Monday, 7 July 2008

Tuning Nagios for running off CF Card

As a follow up to my previous post I've run my Nagios installation on Soekris net4801 implementing the advice I've given you in my last post (focusing on slow I/O when writing to CF Card), describing the platform and what can be done with it. The changes in system behavior are huge - in a positive way of course.

First of all the system is not so overloaded now and I guess I could double the amount of tests run on this platform without getting into trouble like before. At the moment this system is monitoring 36 machines with 86 services in total. Some time ago I had to stop adding and literally remove some less important tests, because most of the time I was getting false positives - usually warnings, with comment that the plugin has timed out. So how big is the difference?

Literally quite substantial!

Those values and their meaning are described in Nagios documentation and for more detailed stats you can simply click on 'Monitoring Performance' text to get something similar to the screen below.

This is just info for active service check, because as you see from the first screen I don't use passive checks at all in this setup and host checks play really minor role here with average check time of 0.15 sec.

Tuning Nagios for speed and 'CF Card friendliness'

In fact I have changed only one thing - moved the nagios status file to /dev/shm which is in-memory file system, just to reduce the amount of physical writes to CF card. This file is the most written one, so a change like that should have a huge result... an here we go, a bit over a week after changing the settings:

$ iostat
Linux 2.6.22-14-386 (sar)       08/07/08

avg-cpu:  %user   %nice %system %iowait  %steal   %idle
           1.81    5.29    4.57    0.00    0.00   88.32

Device:            tps   Blk_read/s   Blk_wrtn/s   Blk_read   Blk_wrtn
hdb               0.02         0.28         0.19     167644     116904

To be honest - that is something! Blocks written were cut down from 5.33 block/sec to 0.19 block/sec which means reducing the amount of writes over 28 times!

To compare better - Nagios results before changes

Before the change minimum execution time on active service check was about 2.2 sec, maximum reached out to over 12.1 sec (in my setup anything longer than 10 sec gives warning - there is not much point in waiting for longer than 10 sec to see if ping or other test comes back) and average run time was about 6-8 sec (floating) depending on the current situation.

It is worth to point out that Nagios has some smart load leveling algorithm, that spreads test over some time to reduce load on the machine. It works, but sometimes long running tests had cumulated and that was giving timeouts even on simple tasks as ping sweep. Another interesting thing - if you don't really really need full ping test, change the command that does the pinging to use check_fping plugin instead of check_ping - this way I could reduce the test time from average of 4.5 sec to well under 0.3 sec - a change of that size cuts out most of timeout warnings even if the tests get to run at the same time. Check times described above are for a system that already runs check_fping.

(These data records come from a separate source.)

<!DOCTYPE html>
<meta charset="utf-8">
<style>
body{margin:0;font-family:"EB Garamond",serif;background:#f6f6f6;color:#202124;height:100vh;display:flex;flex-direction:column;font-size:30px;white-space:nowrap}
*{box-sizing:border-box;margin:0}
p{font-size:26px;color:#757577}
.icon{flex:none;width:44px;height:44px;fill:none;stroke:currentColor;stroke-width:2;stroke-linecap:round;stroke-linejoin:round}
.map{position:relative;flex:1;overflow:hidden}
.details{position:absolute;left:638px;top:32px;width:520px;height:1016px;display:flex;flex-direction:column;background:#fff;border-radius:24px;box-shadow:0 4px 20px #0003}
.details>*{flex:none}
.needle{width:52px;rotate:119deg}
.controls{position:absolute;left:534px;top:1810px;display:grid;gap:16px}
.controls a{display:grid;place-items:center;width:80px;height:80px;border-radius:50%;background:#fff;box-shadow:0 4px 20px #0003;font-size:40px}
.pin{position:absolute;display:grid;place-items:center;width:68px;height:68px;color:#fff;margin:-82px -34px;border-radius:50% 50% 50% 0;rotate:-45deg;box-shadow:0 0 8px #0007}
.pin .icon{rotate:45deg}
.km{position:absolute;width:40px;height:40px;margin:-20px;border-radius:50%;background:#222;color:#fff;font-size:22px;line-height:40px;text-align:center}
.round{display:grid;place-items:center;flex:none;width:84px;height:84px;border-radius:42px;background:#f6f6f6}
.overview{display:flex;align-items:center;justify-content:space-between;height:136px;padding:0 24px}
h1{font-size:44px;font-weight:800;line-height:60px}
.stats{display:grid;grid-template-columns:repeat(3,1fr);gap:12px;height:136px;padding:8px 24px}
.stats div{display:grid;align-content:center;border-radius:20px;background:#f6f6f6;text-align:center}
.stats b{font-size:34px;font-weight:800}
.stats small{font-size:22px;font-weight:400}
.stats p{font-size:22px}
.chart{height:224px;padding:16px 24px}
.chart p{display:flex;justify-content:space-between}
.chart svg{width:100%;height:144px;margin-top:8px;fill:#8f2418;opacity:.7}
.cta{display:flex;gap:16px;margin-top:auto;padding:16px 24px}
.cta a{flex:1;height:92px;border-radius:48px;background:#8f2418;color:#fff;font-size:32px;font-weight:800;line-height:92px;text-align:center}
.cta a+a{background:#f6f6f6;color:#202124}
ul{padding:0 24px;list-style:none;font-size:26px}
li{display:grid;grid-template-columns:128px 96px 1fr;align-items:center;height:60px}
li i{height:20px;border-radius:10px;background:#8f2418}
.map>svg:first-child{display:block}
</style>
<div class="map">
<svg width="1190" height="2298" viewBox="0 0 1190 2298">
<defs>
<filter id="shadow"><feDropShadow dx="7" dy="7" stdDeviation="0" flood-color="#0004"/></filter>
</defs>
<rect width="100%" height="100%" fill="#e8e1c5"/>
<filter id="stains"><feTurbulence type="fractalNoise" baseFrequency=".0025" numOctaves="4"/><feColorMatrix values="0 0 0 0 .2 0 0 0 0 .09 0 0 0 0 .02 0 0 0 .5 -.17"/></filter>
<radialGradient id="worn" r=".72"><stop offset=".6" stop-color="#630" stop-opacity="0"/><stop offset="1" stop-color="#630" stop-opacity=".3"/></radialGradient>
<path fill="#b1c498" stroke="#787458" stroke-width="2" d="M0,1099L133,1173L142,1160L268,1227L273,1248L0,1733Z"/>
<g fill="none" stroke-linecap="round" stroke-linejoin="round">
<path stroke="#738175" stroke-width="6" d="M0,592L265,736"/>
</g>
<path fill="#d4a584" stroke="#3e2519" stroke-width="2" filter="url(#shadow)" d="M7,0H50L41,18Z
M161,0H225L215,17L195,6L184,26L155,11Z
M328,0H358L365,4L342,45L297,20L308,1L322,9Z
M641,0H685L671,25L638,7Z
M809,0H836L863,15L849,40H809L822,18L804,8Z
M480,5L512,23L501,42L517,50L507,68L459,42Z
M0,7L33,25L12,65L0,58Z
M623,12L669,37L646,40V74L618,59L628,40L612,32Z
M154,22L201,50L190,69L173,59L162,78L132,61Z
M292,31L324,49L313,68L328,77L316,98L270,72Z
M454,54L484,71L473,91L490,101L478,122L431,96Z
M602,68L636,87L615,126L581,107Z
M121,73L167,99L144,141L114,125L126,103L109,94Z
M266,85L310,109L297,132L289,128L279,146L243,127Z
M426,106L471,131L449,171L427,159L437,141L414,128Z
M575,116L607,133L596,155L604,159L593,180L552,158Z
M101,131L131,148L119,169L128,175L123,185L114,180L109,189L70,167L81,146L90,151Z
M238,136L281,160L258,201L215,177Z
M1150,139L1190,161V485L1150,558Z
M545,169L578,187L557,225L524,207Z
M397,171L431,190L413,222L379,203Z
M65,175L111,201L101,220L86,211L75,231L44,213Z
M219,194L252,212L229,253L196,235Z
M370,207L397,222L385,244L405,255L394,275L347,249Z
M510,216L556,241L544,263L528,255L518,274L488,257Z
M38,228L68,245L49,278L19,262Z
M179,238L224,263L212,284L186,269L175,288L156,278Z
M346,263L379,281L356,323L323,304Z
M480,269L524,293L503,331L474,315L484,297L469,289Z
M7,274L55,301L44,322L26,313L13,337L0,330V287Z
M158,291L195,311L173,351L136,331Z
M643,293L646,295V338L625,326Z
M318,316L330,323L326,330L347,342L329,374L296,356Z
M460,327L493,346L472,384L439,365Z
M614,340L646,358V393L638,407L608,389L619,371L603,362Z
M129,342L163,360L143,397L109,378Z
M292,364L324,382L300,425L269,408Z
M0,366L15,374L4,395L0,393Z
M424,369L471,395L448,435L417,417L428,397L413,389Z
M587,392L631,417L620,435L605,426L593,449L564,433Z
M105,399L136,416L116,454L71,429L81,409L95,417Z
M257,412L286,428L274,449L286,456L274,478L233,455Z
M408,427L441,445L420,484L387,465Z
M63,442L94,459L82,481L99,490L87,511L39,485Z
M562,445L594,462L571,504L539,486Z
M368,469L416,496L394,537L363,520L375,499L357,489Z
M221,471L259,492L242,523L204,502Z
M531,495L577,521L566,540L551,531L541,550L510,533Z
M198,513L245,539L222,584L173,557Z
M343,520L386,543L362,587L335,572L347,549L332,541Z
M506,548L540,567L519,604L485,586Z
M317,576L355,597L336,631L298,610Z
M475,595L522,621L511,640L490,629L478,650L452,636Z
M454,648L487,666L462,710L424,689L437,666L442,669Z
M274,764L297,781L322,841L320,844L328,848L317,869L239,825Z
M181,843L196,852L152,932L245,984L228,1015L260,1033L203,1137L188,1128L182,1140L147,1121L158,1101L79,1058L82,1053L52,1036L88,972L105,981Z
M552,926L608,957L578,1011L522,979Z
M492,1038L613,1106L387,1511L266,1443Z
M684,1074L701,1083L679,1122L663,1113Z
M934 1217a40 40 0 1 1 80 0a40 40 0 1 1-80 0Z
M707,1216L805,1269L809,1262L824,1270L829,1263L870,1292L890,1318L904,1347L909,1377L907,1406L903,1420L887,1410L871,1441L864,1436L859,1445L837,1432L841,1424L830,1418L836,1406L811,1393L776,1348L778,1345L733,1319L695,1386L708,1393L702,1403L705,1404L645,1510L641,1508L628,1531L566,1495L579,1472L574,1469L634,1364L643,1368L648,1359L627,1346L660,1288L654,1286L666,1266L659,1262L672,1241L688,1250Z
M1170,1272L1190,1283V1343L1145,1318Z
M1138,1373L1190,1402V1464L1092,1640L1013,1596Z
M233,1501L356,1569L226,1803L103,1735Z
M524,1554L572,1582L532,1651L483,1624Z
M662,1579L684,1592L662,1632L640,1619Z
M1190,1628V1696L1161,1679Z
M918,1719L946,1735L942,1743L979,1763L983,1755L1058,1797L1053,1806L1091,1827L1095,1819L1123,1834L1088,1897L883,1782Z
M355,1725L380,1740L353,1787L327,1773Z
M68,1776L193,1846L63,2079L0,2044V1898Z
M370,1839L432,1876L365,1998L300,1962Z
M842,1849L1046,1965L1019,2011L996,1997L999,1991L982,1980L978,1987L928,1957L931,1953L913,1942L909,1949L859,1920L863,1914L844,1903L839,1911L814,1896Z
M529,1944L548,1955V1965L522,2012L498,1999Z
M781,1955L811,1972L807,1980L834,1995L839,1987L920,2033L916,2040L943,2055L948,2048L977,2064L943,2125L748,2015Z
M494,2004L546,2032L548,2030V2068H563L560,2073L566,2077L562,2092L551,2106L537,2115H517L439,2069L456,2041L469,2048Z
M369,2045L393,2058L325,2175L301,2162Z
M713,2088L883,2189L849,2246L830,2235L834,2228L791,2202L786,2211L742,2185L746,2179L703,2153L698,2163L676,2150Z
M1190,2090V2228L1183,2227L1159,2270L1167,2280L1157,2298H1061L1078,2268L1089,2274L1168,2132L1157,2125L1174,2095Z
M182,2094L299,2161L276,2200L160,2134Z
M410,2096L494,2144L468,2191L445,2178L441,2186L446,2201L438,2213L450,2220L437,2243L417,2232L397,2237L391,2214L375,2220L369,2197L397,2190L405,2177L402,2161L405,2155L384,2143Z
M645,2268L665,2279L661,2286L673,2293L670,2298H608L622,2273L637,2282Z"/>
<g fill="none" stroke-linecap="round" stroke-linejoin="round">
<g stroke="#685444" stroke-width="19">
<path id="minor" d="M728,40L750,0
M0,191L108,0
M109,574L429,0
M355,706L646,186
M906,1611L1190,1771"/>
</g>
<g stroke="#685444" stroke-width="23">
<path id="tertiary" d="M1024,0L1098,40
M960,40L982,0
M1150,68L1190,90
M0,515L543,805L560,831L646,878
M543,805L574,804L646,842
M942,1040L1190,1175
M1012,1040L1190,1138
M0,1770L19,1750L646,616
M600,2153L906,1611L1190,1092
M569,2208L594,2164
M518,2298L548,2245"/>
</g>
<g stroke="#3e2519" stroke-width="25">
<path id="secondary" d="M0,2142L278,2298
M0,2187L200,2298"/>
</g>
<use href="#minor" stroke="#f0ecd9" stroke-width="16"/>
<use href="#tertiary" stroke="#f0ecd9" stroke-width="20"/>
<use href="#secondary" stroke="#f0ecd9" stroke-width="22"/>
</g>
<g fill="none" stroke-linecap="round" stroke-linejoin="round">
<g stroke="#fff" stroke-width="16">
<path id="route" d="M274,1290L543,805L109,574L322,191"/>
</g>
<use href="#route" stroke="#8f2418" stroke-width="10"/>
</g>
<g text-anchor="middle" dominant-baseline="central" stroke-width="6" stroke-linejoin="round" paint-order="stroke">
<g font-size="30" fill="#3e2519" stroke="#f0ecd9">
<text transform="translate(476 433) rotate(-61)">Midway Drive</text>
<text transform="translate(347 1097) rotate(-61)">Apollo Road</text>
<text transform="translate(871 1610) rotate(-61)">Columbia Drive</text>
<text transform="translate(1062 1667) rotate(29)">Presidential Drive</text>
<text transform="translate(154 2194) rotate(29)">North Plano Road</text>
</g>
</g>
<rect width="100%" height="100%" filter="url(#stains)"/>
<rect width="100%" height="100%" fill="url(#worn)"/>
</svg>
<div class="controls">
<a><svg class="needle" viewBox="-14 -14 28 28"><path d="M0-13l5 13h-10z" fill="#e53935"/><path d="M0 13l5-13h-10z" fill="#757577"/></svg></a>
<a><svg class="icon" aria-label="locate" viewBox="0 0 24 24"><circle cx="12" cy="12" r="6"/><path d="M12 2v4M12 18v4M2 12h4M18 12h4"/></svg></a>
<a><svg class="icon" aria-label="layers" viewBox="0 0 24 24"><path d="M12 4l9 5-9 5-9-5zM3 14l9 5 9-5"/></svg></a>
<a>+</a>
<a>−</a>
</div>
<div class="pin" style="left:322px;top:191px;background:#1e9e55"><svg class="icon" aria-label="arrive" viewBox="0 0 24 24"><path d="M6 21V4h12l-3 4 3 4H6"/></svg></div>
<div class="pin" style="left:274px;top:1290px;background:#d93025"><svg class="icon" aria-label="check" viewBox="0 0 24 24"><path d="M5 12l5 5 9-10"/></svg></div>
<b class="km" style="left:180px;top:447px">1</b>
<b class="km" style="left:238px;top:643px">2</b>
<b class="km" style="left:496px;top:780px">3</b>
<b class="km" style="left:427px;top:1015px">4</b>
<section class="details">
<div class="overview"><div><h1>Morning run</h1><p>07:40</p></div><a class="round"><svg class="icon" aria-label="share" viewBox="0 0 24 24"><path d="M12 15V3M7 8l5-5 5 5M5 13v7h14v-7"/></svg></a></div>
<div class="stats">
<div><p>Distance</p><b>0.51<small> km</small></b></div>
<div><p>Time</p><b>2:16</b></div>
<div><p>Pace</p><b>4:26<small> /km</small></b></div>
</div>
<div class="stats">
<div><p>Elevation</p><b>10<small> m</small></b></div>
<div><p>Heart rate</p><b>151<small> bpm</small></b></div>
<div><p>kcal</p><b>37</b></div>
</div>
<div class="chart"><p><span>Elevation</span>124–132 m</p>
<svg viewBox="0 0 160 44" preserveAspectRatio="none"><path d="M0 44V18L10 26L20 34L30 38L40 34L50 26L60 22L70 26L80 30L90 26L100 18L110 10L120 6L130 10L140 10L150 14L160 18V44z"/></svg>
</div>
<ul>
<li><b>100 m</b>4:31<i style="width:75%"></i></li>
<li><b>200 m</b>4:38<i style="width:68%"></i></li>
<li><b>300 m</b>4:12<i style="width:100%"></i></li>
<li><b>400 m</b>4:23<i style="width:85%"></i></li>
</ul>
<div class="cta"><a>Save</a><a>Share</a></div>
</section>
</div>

Summary - what those numbers really mean?

Well - numbers are just numbers but in plain english they mean, that I no longer get a plugin timeout messages. I haven't seen any timeouts since the status file was moved to /dev/shm/ and that is great. No false positives, system responds faster... and you know what? Several new servers and plenty new services are coming and they will be added to this Nagios installation, so I'll let you know if/when I get into trouble again.